Neural mechanisms of tolerance to the effects of cocaine

Abstract

Chronic use of cocaine in high doses can produce tolerance as assessed by various behavioral, neurochemical, cellular and molecular measures in specific brain regions. Tolerance to cocaine is indicated by drug discrimination and intracranial self-stimulation models, which show the development of tolerance after approximately 1 week of frequent cocaine treatment, with recovery after a similar period of cocaine abstinence.
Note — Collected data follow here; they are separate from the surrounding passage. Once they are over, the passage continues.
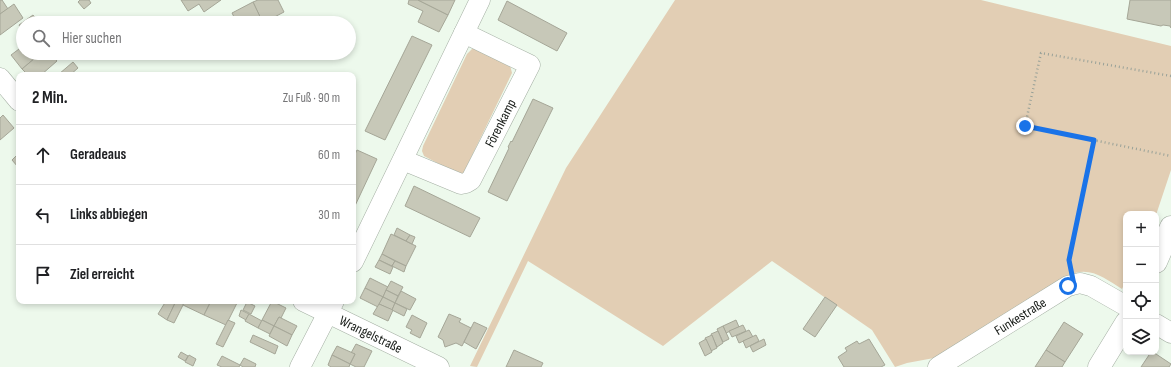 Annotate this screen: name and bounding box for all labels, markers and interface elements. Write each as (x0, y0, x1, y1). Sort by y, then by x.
search box (16, 16, 356, 60)
icon: search (30, 27, 52, 49)
text: Hier suchen (62, 29, 122, 48)
text: 2 Min. (32, 88, 68, 108)
text: Zu Fuß · 90 m (283, 90, 340, 106)
street label: Förenkamp (481, 96, 520, 150)
route end (1016, 117, 1034, 135)
icon: ahead (32, 144, 54, 166)
text: Geradeaus (70, 145, 126, 164)
text: 60 m (318, 147, 340, 163)
icon: left (32, 204, 54, 226)
text: Links abbiegen (70, 205, 148, 224)
text: 30 m (318, 207, 340, 223)
map controls (1123, 211, 1159, 355)
button: + (1123, 211, 1159, 247)
button: − (1123, 247, 1159, 283)
icon: arrive (32, 264, 54, 286)
text: Ziel erreicht (70, 265, 134, 284)
route start (1059, 277, 1077, 295)
button: locate (1123, 283, 1159, 319)
street label: Funkestraße (991, 294, 1049, 339)
street label: Wrangelstraße (337, 312, 405, 357)
button: layers (1123, 319, 1159, 355)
Tolerance to the reinforcing properties of cocaine depends on dose, duration and frequency of cocaine self-administered by experimental animal or human subjects. The mechanism underlying this effect may involve an absolute or relative attenuation of dopamine response to cocaine challenge after frequent or repeated treatment in the nucleus accumbens (NAc). Similarly, afferent and efferent NAc circuits exhibit reduced metabolic activity, which lasts throughout the early period of withdrawal following repeated treatment. Attenuation of immediate early gene response also occurs, which might be related to a functional desensitization of dopamine D1-like receptors. Furthermore, intracellular adaptive responses to chronic cocaine exposure induce striatal dynorphin expression decreasing the behavioral potency of subsequent drug treatment. Thus, a combination of various pharmacodynamic mechanisms and the attenuation of dopamine response induced by sufficient dose, duration and frequency of cocaine exposure ultimately invoke the transient development of tolerance to the reinforcing effects of cocaine.